Lecture: George Sarton (1884-1956) and Chinese Mathematics
Title:George Sarton (1884-1956) and Chinese Mathematics
Lecturer:Prof. Xu Yibao(徐义保,Borough of Manhattan Community College of the City University of New York)
Summary:In his monumental work, Introduction to the History of Sciences (3 vols. 1927-1948), George Sarton provides an account not only of Western sciences, but also that of Islam, India, and China. Among Chinese sciences from ancient times down to the Renaissance, Chinese Mathematics was Sarton’s major focus. Comparing the proofread version of the Introduction to History of Science, preserved in the Harvard University Archives, with its published one, and drawing valuable information from Sarton’s correspondence kept both at the Houghton Library of Harvard University and at the Henry W. and Albert A. Berg Collection of English and American Literature of the New York Public Library, this talk tries to assess the reconstruction of how his account of Chinese mathematics was made.

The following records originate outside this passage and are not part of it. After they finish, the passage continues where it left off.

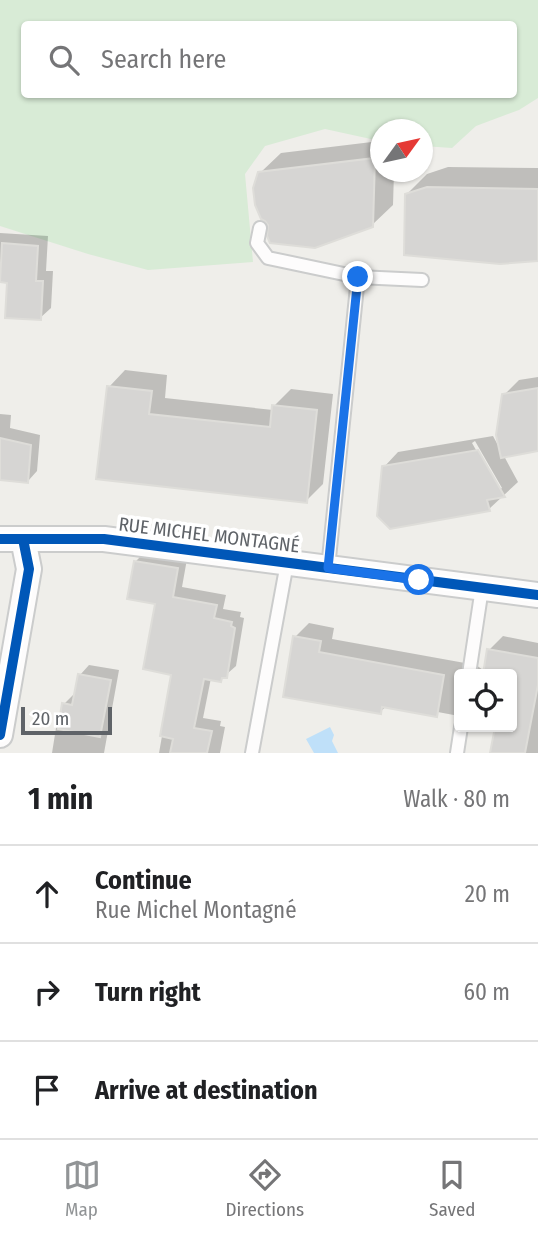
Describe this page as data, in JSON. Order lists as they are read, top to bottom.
{
  "streets": {
    "street": ["RUE MICHEL MONTAGNÉ"]
  },
  "scale_bar": "20 m",
  "north": "top right",
  "page": {
    "search": "Search here",
    "scale": "20 m",
    "heading": ["1 min", "Walk · 80 m"],
    "list": [
      ["Continue", "Rue Michel Montagné", "20 m"],
      ["Turn right", "60 m"],
      "Arrive at destination"
    ],
    "nav": ["Map", "Directions", "Saved"]
  }
}
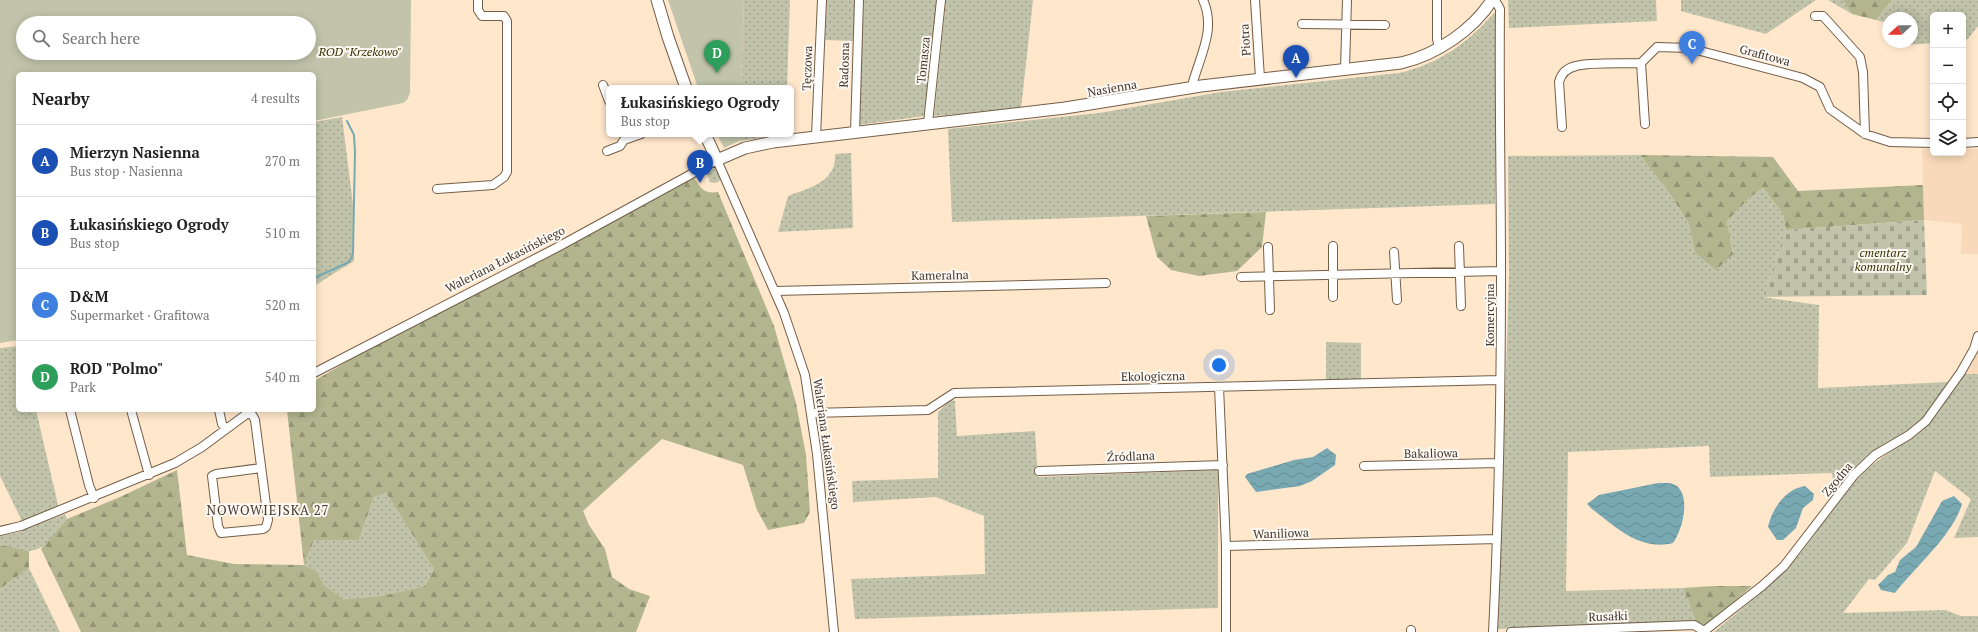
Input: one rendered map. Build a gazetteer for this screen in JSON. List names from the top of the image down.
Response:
{
  "streets": {
    "street": [
      "Piotra",
      "Grafitowa",
      "Tomasza",
      "Radosna",
      "Tęczowa",
      "Nasienna",
      "Waleriana Łukasińskiego",
      "Kameralna",
      "Komercyjna",
      "Ekologiczna",
      "Bakaliowa",
      "Źródlana",
      "Zgodna",
      "Waniliowa",
      "Rusałki"
    ]
  },
  "crossings": [
    ["Piotra", "Nasienna"],
    ["Tomasza", "Nasienna"],
    ["Radosna", "Nasienna"],
    ["Tęczowa", "Nasienna"],
    ["Nasienna", "Waleriana Łukasińskiego"],
    ["Nasienna", "Komercyjna"],
    ["Waleriana Łukasińskiego", "Kameralna"],
    ["Waleriana Łukasińskiego", "Ekologiczna"],
    ["Komercyjna", "Ekologiczna"],
    ["Komercyjna", "Bakaliowa"],
    ["Komercyjna", "Waniliowa"],
    ["Zgodna", "Rusałki"]
  ],
  "districts": ["NOWOWIEJSKA 27"],
  "parks": ["ROD \"Krzekowo\"", "cmentarz komunalny"],
  "north": "left",
  "page": {
    "map_buttons": ["+", "−"],
    "search": "Search here",
    "pins": [
      "C",
      "D",
      "A",
      "B"
    ],
    "heading": ["Nearby", "4 results"],
    "popup": ["Łukasińskiego Ogrody", "Bus stop"],
    "list": [
      {
        "mark": "A",
        "name": "Mierzyn Nasienna",
        "note": "Bus stop · Nasienna",
        "value": "270 m"
      },
      {
        "mark": "B",
        "name": "Łukasińskiego Ogrody",
        "note": "Bus stop",
        "value": "510 m"
      },
      {
        "mark": "C",
        "name": "D&M",
        "note": "Supermarket · Grafitowa",
        "value": "520 m"
      },
      {
        "mark": "D",
        "name": "ROD \"Polmo\"",
        "note": "Park",
        "value": "540 m"
      }
    ]
  }
}
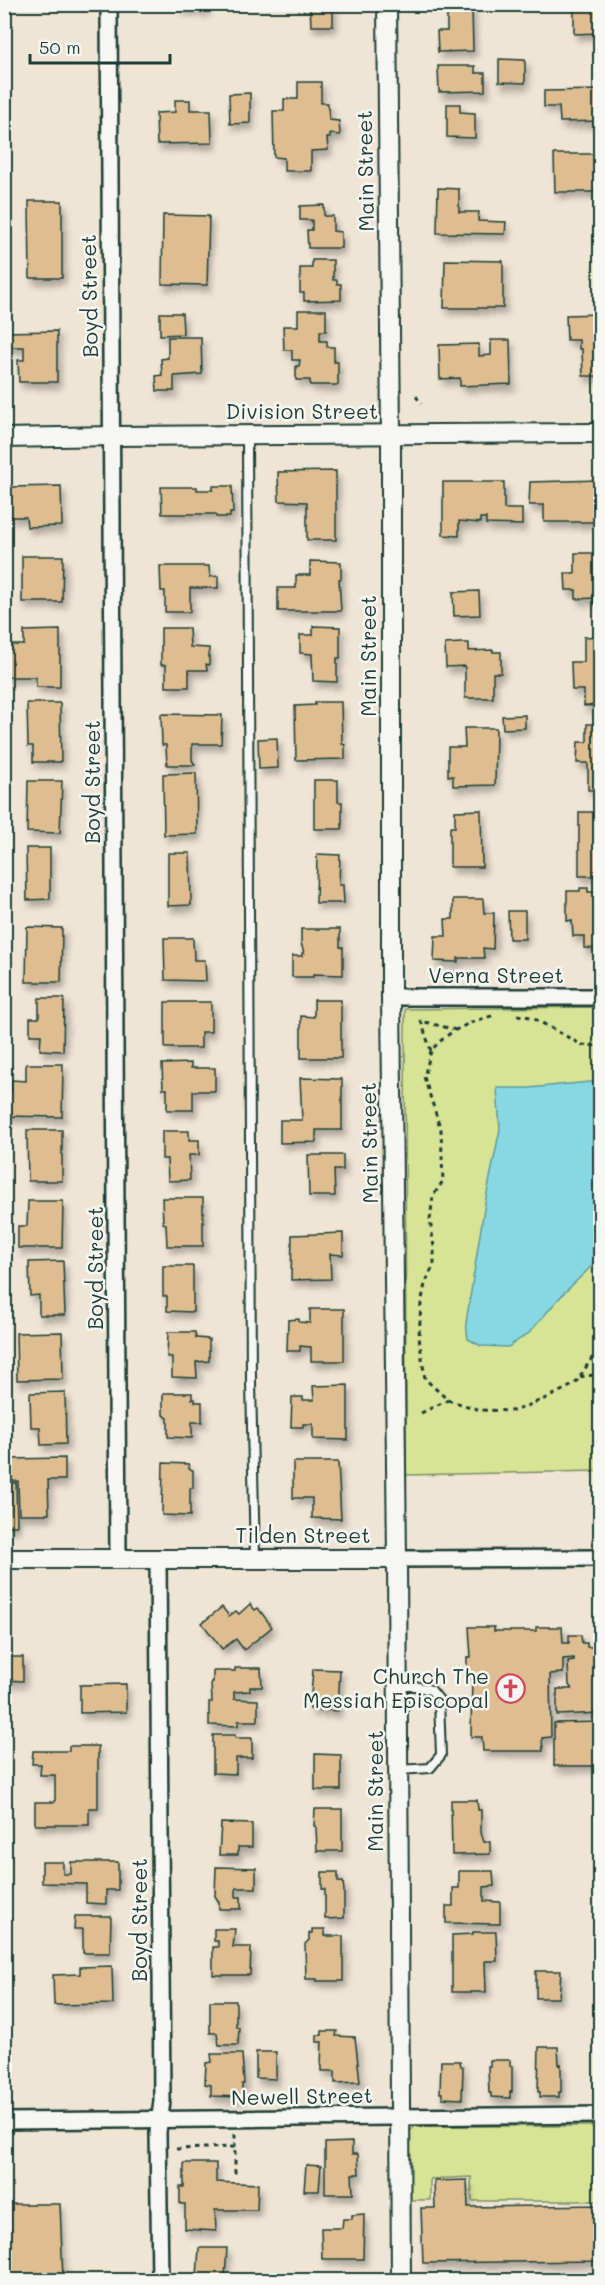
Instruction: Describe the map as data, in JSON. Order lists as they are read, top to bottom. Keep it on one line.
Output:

About the lecturer:Xu Yibao is a professor of mathematics at Borough of Manhattan Community College of the City University of New York (CUNY). He wrote his dissertation, Concepts of Infinite in Chinese Mathematics, under the supervision of Professor Joseph W. Dauben at the Graduate School and University Center of CUNY. Among his publications are “Bertrand Russell and the Introduction of Mathematical Logic in China” (History and Philosophy of Logic, 2003), “The First Chinese Translation of the Last Nine Books of Euclid’s Elements and Its Source” (Historia Mathematica, 2005), and “Dialectics of Numbers: Marxism, Maoism, and the Calculus of Infinitesimals” in Mr. Science and Chairman Mao’s Cultural Revolution (Lanham, Maryland: Lexington Books, in press, will appear in September, 2012). Working with Professor Dauben and Professor Guo Shuchun of the Institute for the History of Natural Science of the Chinese Academy of Sciences, he has recently produced a new English translation of the Jiuzhang Suanshu (Nine Chapters on the Arts of Mathematics), which is going to be published by Liaoning Education Press in the series of Library of Chinese Classics by the end of 2012. His primary research interests are history of Chinese mathematics and mathematical exchanges between China and the United States.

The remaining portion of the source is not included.